### Task
Search the data below for the word "played" and copy each line that holds it.

[Start of Attachment]

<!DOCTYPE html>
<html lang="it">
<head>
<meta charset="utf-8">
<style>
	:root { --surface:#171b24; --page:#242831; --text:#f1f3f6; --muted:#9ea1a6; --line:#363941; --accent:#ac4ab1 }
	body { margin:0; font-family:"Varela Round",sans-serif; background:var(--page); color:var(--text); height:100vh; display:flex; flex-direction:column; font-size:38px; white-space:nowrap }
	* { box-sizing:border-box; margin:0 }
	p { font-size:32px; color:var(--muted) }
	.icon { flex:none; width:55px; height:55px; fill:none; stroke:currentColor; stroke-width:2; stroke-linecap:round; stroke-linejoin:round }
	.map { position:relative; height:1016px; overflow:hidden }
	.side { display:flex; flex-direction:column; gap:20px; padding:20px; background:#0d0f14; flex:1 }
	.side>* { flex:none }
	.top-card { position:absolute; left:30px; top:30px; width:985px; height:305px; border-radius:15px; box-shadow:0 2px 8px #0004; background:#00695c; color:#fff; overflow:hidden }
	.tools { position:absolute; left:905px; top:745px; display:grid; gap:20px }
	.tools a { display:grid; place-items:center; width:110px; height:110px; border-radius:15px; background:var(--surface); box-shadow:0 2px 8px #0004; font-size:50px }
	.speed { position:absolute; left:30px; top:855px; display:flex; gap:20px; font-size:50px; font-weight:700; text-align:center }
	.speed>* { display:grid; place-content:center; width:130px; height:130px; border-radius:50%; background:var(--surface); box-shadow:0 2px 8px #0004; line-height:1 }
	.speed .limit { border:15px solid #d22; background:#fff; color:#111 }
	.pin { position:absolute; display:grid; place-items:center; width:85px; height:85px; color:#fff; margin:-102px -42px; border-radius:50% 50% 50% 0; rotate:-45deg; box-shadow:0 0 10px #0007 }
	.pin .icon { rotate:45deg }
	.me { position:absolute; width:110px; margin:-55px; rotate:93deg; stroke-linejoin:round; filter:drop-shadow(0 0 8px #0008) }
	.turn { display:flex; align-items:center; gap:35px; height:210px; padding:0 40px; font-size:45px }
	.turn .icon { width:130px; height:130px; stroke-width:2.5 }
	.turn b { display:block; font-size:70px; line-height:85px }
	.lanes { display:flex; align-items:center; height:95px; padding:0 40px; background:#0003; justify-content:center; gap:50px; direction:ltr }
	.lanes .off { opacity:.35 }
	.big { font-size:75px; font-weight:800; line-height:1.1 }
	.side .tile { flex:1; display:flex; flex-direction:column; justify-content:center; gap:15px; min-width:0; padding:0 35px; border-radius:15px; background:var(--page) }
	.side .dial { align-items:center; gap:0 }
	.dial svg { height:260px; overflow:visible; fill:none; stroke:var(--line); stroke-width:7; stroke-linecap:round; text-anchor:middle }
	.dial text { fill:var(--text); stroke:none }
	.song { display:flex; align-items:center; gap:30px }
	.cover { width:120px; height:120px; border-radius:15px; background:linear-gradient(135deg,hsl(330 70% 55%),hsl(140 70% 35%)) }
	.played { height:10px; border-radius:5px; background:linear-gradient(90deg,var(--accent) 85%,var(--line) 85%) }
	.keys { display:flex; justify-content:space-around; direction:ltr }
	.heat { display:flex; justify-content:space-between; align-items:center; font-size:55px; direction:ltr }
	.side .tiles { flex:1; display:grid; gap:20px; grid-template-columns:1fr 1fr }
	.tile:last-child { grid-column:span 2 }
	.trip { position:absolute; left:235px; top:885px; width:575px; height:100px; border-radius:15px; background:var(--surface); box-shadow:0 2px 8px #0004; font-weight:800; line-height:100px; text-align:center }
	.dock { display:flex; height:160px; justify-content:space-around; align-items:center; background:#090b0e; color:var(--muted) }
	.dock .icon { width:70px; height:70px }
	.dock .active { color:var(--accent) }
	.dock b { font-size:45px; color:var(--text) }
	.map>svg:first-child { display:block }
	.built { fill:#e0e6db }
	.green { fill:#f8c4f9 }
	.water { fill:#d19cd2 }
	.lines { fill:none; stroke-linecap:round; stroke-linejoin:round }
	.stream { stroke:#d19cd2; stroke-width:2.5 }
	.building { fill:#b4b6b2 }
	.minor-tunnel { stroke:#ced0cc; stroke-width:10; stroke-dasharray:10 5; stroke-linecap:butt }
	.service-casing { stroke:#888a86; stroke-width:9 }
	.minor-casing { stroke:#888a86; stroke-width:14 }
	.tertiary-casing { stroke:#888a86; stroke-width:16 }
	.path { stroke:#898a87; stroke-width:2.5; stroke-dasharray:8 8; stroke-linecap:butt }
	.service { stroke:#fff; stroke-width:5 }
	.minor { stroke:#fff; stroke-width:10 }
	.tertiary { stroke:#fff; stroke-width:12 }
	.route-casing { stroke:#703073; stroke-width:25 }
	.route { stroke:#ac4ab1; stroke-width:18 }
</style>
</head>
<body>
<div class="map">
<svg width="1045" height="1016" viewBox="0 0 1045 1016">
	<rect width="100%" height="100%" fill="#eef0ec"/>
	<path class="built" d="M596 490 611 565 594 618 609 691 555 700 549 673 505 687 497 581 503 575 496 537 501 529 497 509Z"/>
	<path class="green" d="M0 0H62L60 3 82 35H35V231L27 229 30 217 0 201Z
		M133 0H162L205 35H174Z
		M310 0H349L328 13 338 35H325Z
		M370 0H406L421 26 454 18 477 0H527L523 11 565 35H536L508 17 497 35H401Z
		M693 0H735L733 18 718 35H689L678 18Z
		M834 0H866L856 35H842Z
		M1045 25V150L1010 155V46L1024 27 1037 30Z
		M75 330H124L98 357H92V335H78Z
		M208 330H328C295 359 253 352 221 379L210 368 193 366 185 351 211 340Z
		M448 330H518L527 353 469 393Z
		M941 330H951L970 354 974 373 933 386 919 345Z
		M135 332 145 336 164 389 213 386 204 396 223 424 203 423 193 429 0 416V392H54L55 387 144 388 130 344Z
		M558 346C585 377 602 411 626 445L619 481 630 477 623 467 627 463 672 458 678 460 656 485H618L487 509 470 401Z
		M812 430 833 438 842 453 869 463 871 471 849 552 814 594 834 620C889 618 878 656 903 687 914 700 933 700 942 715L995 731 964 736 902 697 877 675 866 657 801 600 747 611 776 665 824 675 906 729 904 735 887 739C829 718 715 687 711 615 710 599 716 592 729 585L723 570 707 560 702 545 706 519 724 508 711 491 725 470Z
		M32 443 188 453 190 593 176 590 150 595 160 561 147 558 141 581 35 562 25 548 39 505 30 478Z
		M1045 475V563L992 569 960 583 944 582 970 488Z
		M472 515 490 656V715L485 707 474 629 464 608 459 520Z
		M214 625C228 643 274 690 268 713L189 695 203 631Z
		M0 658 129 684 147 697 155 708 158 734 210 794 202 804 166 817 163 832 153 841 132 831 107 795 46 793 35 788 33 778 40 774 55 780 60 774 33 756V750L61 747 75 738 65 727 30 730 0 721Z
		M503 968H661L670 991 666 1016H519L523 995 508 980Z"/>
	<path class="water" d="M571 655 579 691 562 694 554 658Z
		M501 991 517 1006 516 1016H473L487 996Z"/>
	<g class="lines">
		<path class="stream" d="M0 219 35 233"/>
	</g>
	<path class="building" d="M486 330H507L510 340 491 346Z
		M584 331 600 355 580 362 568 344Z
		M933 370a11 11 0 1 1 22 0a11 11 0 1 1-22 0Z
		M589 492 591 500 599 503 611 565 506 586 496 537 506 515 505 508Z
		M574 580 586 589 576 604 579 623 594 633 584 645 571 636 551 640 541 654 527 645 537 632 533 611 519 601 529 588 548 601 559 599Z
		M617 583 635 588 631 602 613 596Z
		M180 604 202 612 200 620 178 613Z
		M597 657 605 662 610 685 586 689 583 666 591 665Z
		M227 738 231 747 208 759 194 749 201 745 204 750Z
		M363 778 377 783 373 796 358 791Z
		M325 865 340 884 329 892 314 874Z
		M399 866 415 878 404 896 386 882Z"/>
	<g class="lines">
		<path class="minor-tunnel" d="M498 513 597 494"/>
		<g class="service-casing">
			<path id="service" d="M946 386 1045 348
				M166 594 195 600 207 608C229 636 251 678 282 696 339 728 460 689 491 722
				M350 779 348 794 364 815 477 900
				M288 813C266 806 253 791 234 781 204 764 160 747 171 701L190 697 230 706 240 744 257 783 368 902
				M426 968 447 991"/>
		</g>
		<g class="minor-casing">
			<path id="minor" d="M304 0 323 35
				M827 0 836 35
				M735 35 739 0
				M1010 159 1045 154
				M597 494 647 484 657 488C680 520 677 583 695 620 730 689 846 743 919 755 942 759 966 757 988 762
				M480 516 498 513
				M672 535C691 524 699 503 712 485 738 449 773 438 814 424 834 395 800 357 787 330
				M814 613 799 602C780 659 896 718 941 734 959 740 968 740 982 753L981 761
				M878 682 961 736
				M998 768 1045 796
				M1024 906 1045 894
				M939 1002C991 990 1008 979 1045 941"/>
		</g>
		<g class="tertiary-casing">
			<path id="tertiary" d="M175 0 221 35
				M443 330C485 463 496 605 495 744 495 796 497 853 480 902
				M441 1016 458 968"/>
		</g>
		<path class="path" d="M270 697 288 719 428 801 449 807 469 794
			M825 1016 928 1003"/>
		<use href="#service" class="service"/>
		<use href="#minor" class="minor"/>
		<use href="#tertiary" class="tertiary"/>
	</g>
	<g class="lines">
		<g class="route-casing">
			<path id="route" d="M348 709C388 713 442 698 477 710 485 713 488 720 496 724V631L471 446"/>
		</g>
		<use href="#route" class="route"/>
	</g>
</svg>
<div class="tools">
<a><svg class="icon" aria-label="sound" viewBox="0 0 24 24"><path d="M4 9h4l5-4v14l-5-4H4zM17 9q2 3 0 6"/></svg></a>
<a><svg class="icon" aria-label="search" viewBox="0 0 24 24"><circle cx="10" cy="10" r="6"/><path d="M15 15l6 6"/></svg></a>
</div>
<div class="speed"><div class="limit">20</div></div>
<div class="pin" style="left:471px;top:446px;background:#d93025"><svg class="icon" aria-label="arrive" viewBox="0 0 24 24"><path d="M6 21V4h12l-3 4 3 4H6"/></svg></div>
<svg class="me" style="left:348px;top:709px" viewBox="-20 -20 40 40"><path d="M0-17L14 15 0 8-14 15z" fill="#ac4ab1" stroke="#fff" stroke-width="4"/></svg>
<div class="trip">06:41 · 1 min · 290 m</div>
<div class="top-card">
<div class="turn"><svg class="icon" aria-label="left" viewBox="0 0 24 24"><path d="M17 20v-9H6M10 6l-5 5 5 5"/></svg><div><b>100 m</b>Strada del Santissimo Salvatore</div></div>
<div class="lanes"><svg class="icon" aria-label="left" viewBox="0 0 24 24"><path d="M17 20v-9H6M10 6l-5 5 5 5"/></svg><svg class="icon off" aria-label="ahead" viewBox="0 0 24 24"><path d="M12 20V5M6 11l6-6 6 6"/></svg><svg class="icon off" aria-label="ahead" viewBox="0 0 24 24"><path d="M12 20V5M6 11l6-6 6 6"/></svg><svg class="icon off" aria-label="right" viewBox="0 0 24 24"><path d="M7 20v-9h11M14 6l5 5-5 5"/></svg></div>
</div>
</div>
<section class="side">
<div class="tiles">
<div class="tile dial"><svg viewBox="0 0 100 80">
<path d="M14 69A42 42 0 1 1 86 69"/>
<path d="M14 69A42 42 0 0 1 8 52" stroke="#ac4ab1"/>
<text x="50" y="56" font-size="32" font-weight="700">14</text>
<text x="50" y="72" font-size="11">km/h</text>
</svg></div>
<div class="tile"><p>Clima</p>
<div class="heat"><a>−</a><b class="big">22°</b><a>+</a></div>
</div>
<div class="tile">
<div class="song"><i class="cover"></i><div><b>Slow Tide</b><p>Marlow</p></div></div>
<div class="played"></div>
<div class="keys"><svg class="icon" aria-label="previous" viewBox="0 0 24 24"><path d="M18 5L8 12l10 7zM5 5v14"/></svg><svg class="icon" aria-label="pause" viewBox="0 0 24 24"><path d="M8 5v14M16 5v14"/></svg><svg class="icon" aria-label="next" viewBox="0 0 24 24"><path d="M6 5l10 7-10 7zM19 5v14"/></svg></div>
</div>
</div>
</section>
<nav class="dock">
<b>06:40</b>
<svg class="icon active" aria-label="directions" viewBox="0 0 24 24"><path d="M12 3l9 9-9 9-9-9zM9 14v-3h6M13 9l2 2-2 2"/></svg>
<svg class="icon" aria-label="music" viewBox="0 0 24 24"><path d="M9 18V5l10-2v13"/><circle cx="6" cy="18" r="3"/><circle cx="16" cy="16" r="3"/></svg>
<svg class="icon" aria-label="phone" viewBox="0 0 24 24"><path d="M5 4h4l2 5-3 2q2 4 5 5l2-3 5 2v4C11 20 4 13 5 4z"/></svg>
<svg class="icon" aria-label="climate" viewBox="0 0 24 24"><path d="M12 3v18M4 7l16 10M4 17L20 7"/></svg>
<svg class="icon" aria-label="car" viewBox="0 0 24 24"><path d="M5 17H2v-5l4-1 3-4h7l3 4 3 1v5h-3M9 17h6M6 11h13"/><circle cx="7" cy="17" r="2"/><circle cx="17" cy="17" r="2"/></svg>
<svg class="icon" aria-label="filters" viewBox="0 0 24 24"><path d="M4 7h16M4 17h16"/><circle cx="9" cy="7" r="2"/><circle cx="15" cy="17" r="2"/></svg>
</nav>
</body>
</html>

[End of Attachment]

### Answer box
	.played { height:10px; border-radius:5px; background:linear-gradient(90deg,var(--accent) 85%,var(--line) 85%) }
<div class="played"></div>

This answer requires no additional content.